Le temps des craquements
Entendez-vous ? A Londres, à Paris, à Berlin, à New York, de tous côtés se perçoivent des craquements. En France, ils ne cessent d’émaner de l’opinion, des mouvements sociaux, des acteurs de l’économie. Les titres du jour le confirment : les relations ne cessent de se tendre entre syndicats, entre syndicats et gouvernement, entre partis et citoyens – et cela fait du bruit. En Europe, du Royaume-Uni à la Grèce, de la Hongrie à l’Allemagne, ce ne sont que risques croissants de dislocation, référendums et manifestations, qu’il s’agisse de sortir de l’Europe, d’y accueillir les migrants ou d’en définir la politique et sa feuille de route – et les ébranlements qui s’ensuivent sont encore plus sonores. Voyez, derechef, les titres d’aujourd’hui. Aux Etats-Unis, sur fond d’agressions terroristes comme en Europe et en France, les piliers de la démocratie se trouvent soumis à rude épreuve, et le combat Trump-Clinton va les faire trembler plus encore.

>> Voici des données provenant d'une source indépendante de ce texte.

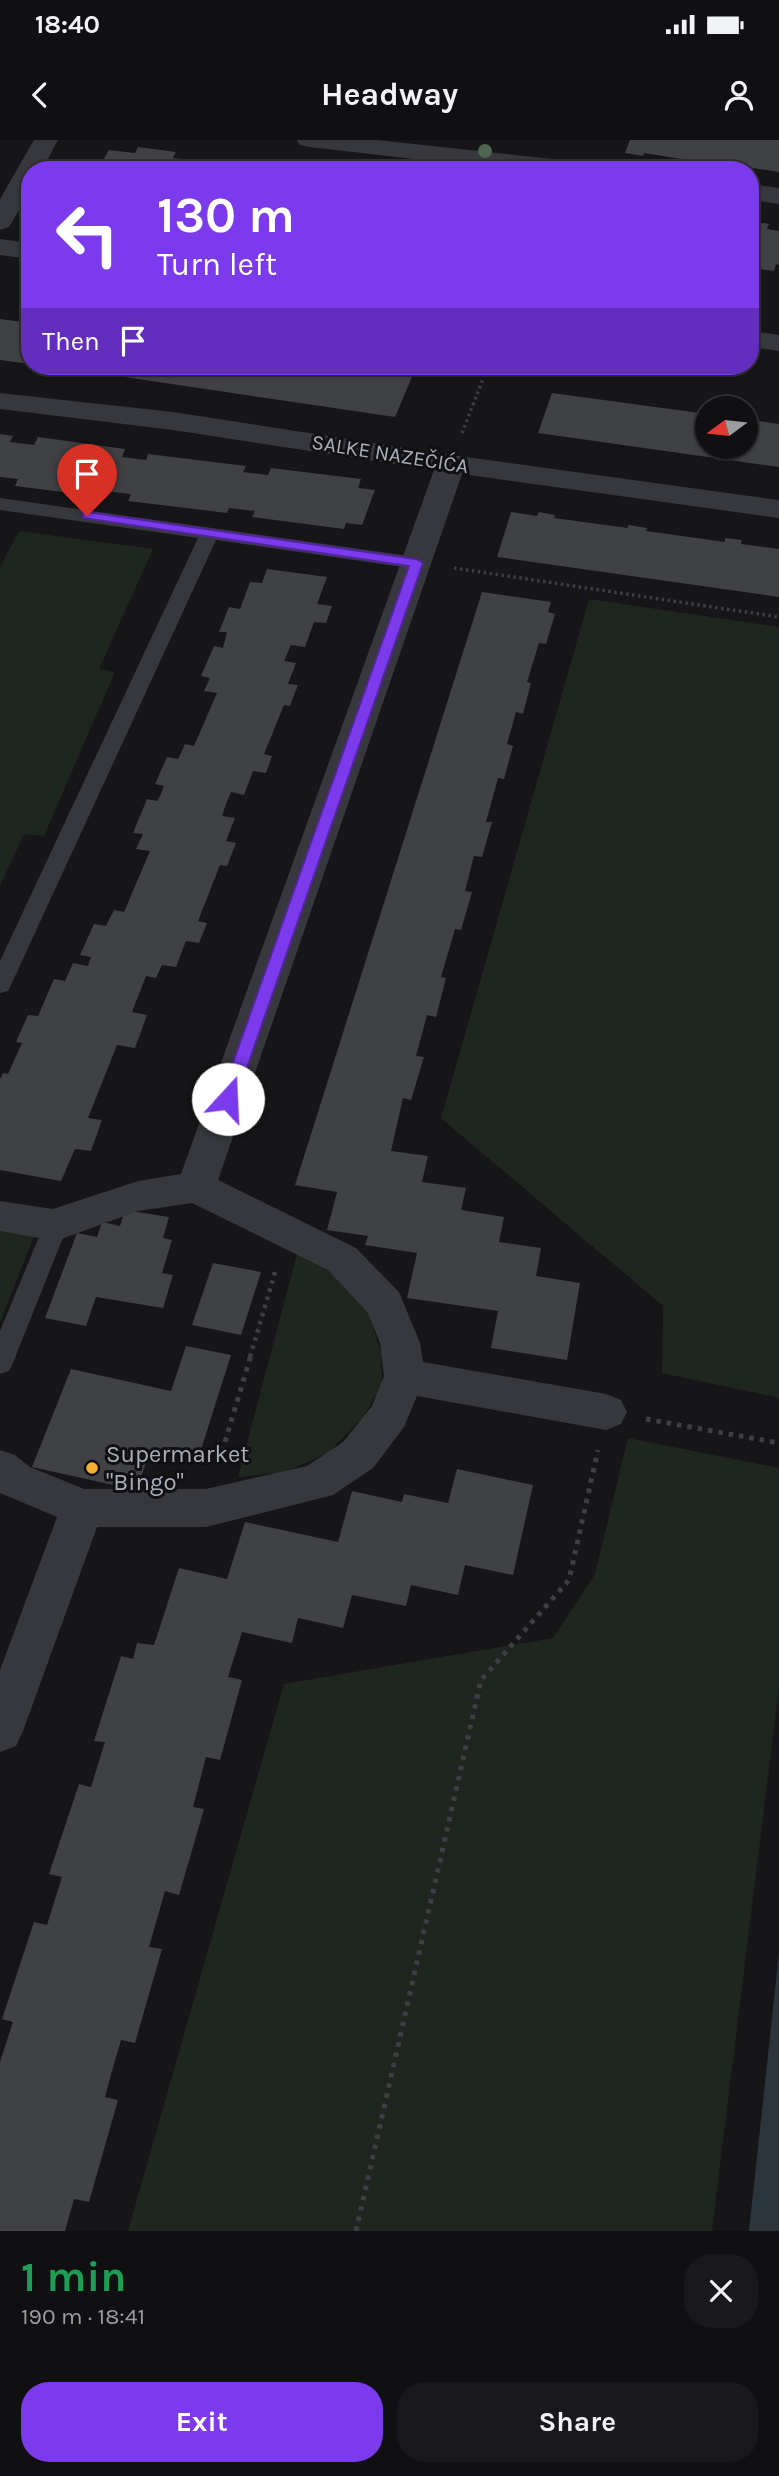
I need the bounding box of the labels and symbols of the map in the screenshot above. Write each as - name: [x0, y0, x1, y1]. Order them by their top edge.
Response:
- north arrow: [695, 396, 758, 458]
- street label: SALKE NAZEČIĆA: [310, 430, 470, 478]
- pin: [57, 444, 117, 516]
- position arrow: [191, 1062, 265, 1136]
- place label: Supermarket "Bingo": [106, 1440, 249, 1496]
- marker: Supermarket "Bingo": [84, 1460, 100, 1476]

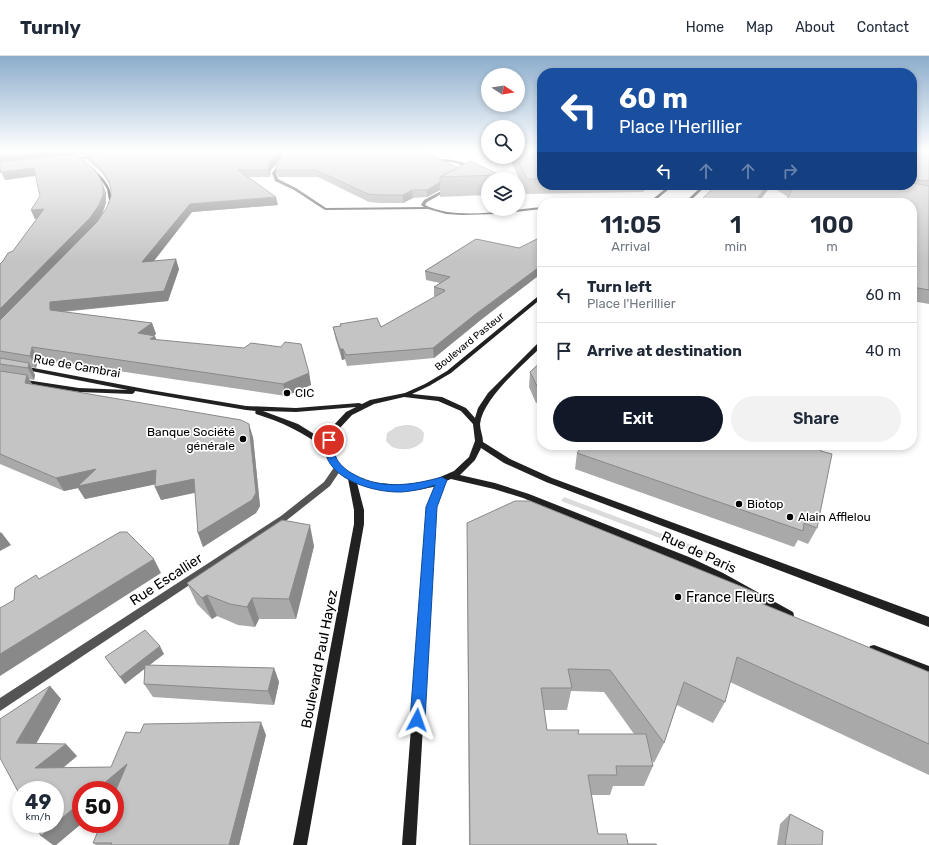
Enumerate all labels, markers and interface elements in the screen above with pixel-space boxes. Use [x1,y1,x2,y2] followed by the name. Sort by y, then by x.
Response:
[20,16,81,39] text: Turnly
[686,19,724,36] text: Home
[746,19,773,36] text: Map
[795,19,835,36] text: About
[857,19,909,36] text: Contact
[481,68,525,112] north arrow
[481,68,525,216] map controls
[619,82,688,115] text: 60 m
[553,84,605,136] icon: left
[619,116,742,138] text: Place l'Herillier
[481,120,525,164] button: search
[653,160,675,182] icon: left
[695,160,717,182] icon: ahead
[737,160,759,182] icon: ahead
[779,160,801,182] icon: right
[481,172,525,216] button: layers
[600,211,661,239] text: 11:05
[730,211,741,239] text: 1
[810,211,854,239] text: 100
[611,239,650,254] text: Arrival
[724,239,747,254] text: min
[826,239,838,254] text: m
[587,278,652,296] text: Turn left
[553,284,575,306] icon: left
[865,286,901,304] text: 60 m
[587,296,676,311] text: Place l'Herillier
[433,310,507,373] street label: Boulevard Pasteur
[553,340,575,362] icon: arrive
[587,342,742,360] text: Arrive at destination
[865,342,901,360] text: 40 m
[32,351,122,381] street label: Rue de Cambrai
[295,386,314,400] place label: CIC
[282,388,292,398] marker: CIC
[553,396,723,442] button: Exit
[731,396,901,442] button: Share
[312,423,346,457] pin
[147,425,235,453] place label: Banque Société générale
[318,429,340,451] icon: arrive
[238,434,248,444] marker: Banque Société générale
[747,497,783,511] place label: Biotop
[734,499,744,509] marker: Biotop
[798,510,871,524] place label: Alain Afflelou
[785,512,795,522] marker: Alain Afflelou
[659,528,739,577] street label: Rue de Paris
[127,549,206,609] street label: Rue Escallier
[298,588,341,730] street label: Boulevard Paul Hayez
[686,589,775,606] place label: France Fleurs
[673,592,683,602] marker: France Fleurs
[396,699,438,741] position arrow
[72,781,124,833] speed limit sign: 50
[25,790,51,814] text: 49
[26,811,50,823] text: km/h

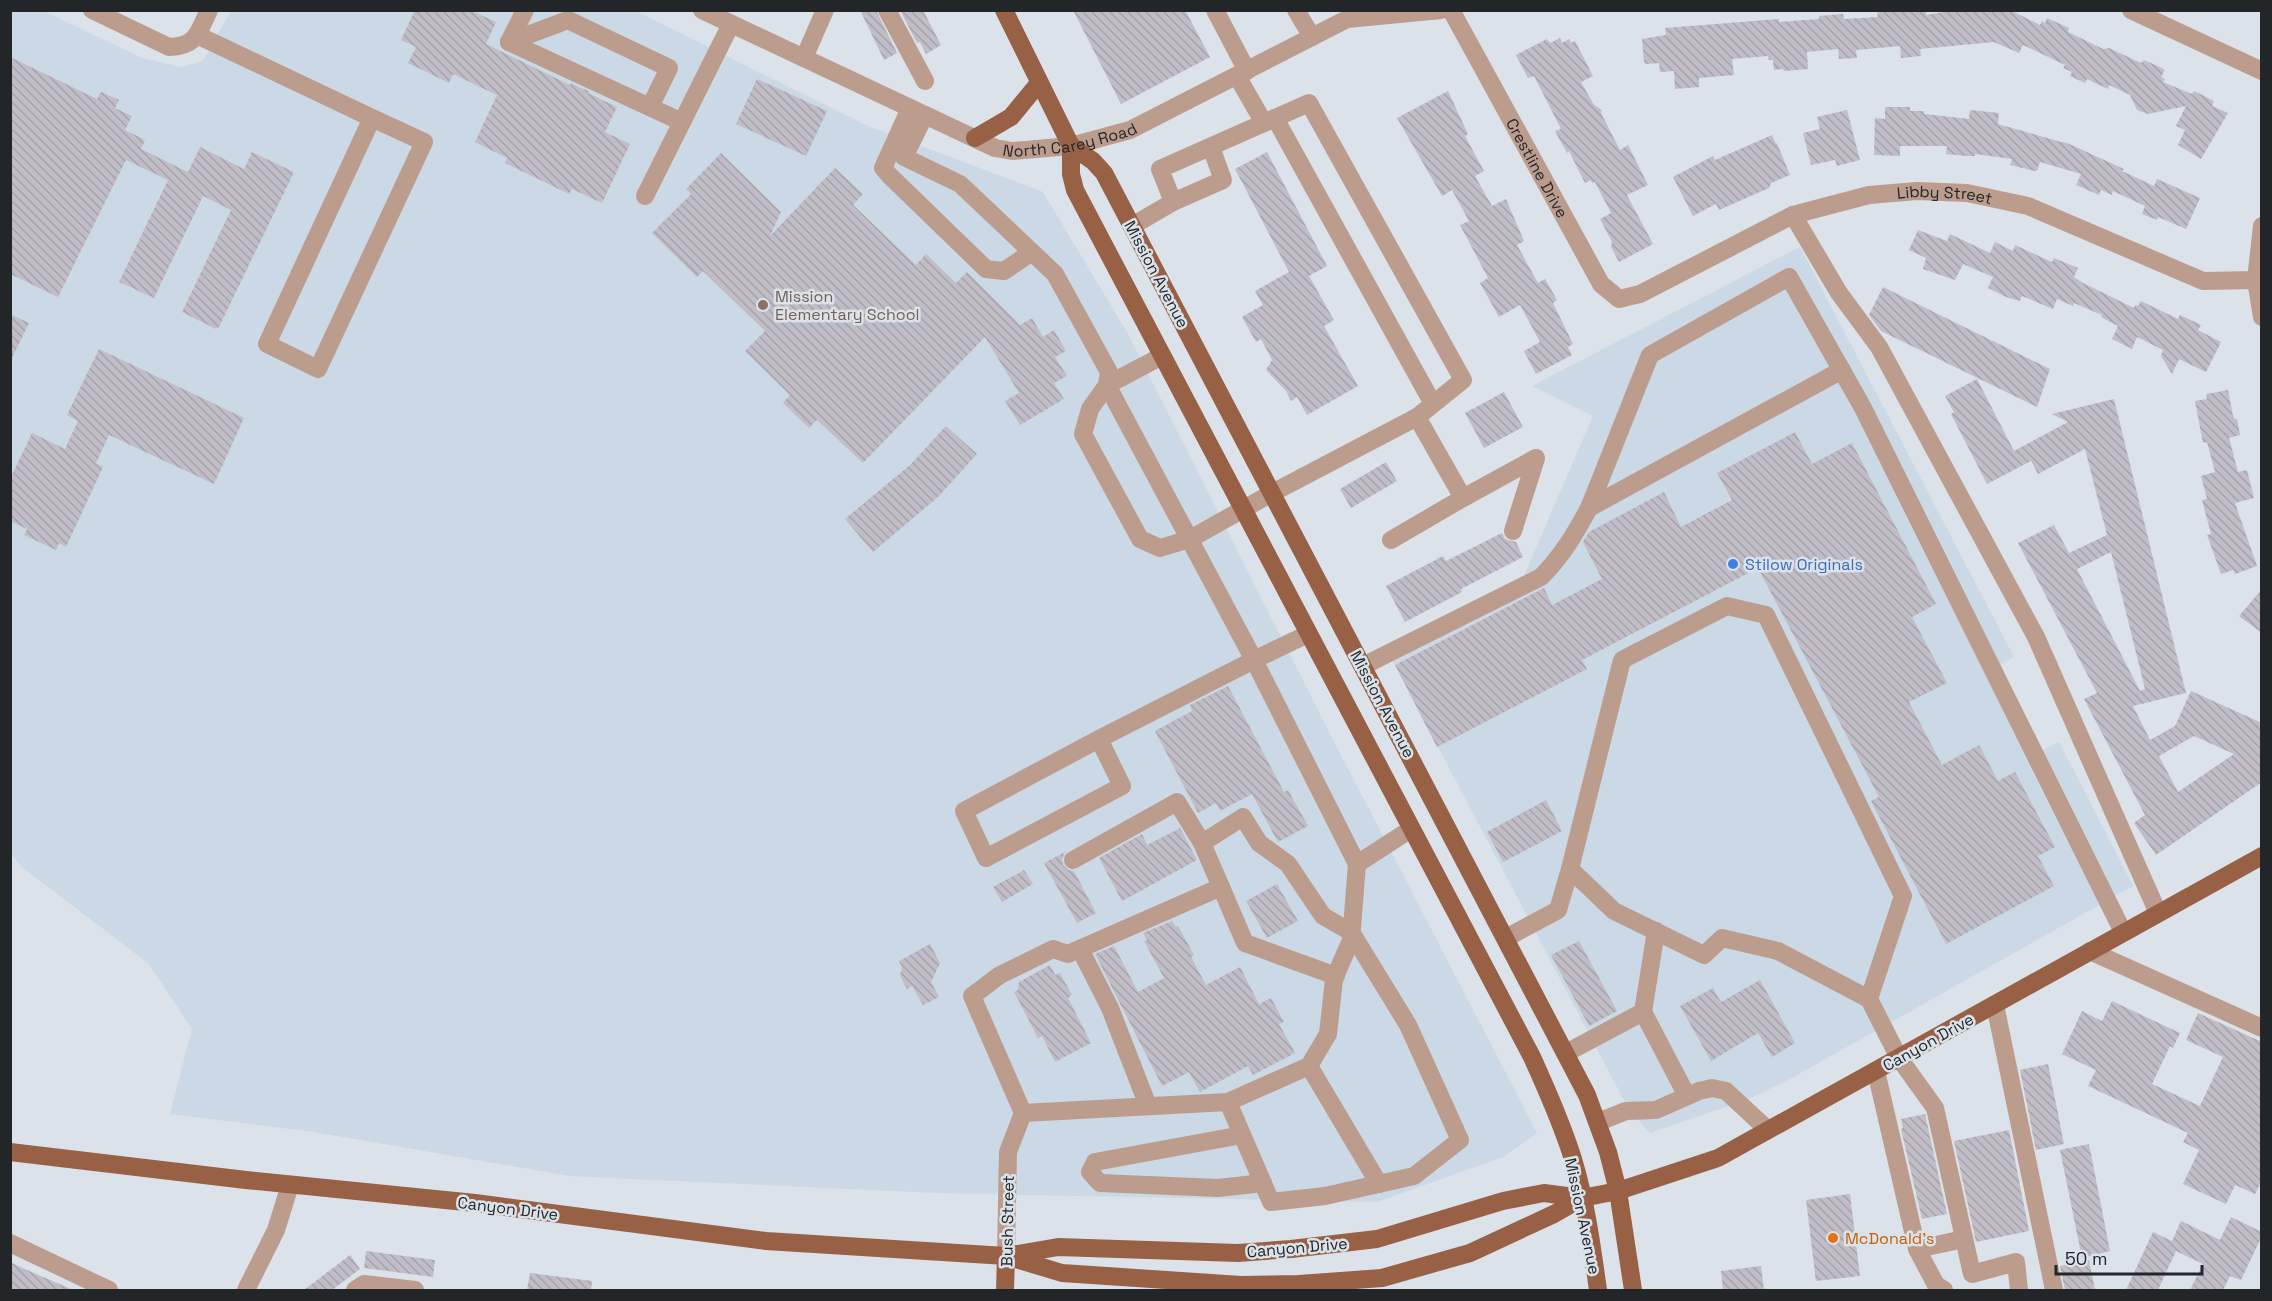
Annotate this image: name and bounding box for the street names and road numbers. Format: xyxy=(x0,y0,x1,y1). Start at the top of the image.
street label: Crestline Drive xyxy=(1501,115,1573,222)
street label: North Carey Road xyxy=(1001,118,1141,162)
street label: Libby Street xyxy=(1896,181,1994,209)
street label: Mission Avenue xyxy=(1119,217,1194,332)
street label: Mission Avenue xyxy=(1345,647,1420,762)
street label: Canyon Drive xyxy=(1879,1009,1978,1076)
street label: Mission Avenue xyxy=(1560,1156,1605,1276)
street label: Bush Street xyxy=(996,1175,1019,1267)
street label: Canyon Drive xyxy=(456,1192,559,1225)
street label: Canyon Drive xyxy=(1246,1233,1348,1262)

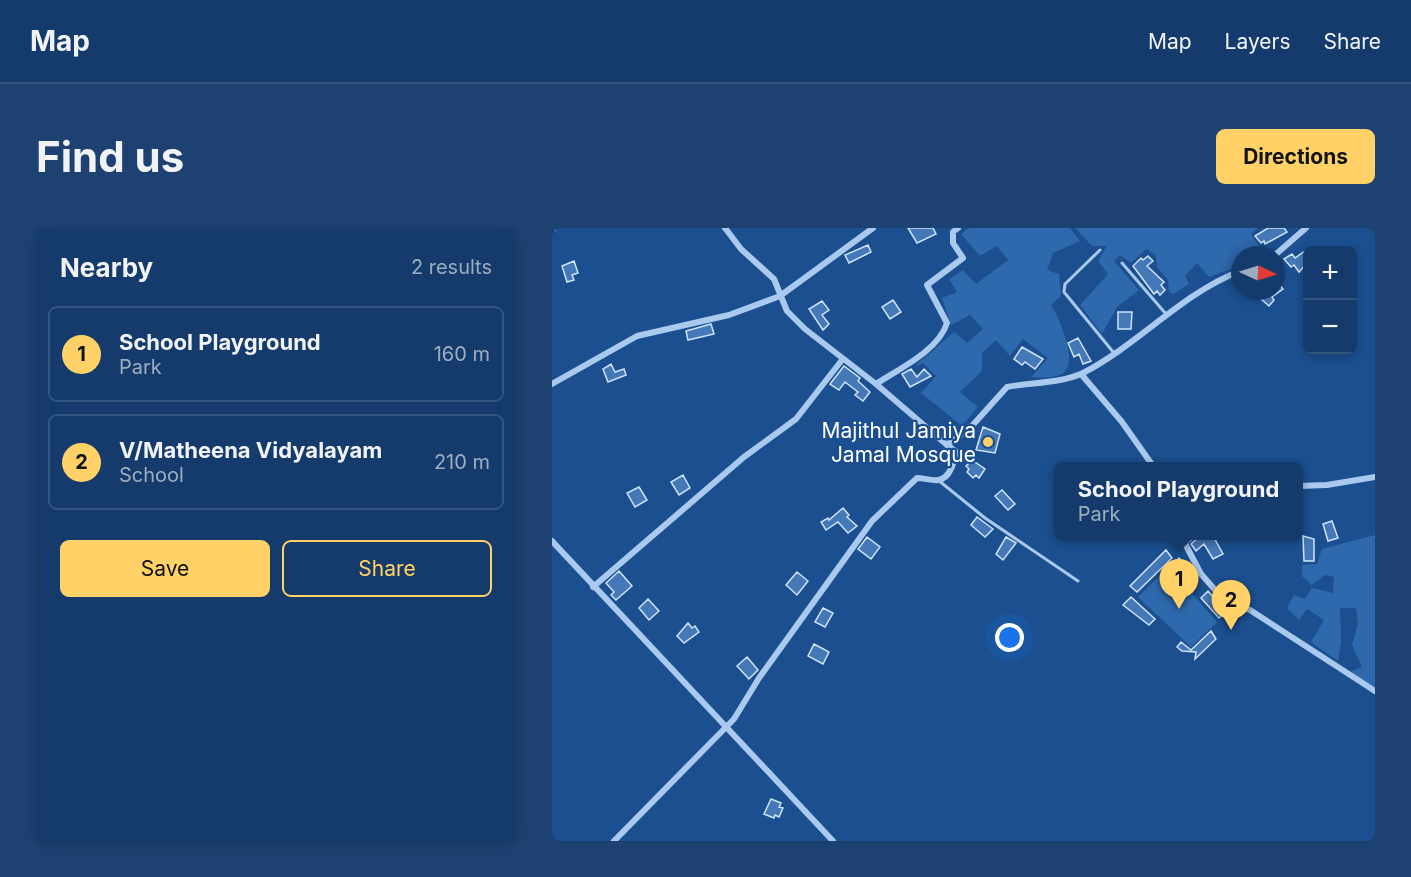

De ces grincements multiples, chacun connaît les causes enchevêtrées : stagnation économique, mutation du travail, montée des populismes, résurgence du fanatisme, chambre d’écho offerte à toutes les propagandes par la révolution numérique… Sans oublier les pannes de grands idéaux, l’éclipse des horizons collectifs, les récits politiques qui bégaient. Rien de surprenant, dans ce paysage riche de craintes plutôt que d’espoirs, de voir prospérer les tentations de repli. Bien des Français sont ainsi tentés par le souverainisme, des Etats-nations rêvent en Europe de se reconstituer, des Américains nombreux désirent fermer leurs frontières. Protection, clôture, peur des autres, ou même haine, font donc retour en force, heurtent les institutions supranationales, perturbent les échanges mondialisés, bousculent les doctrines universalistes. Donc, tout crisse, tout bruisse. Tout craque.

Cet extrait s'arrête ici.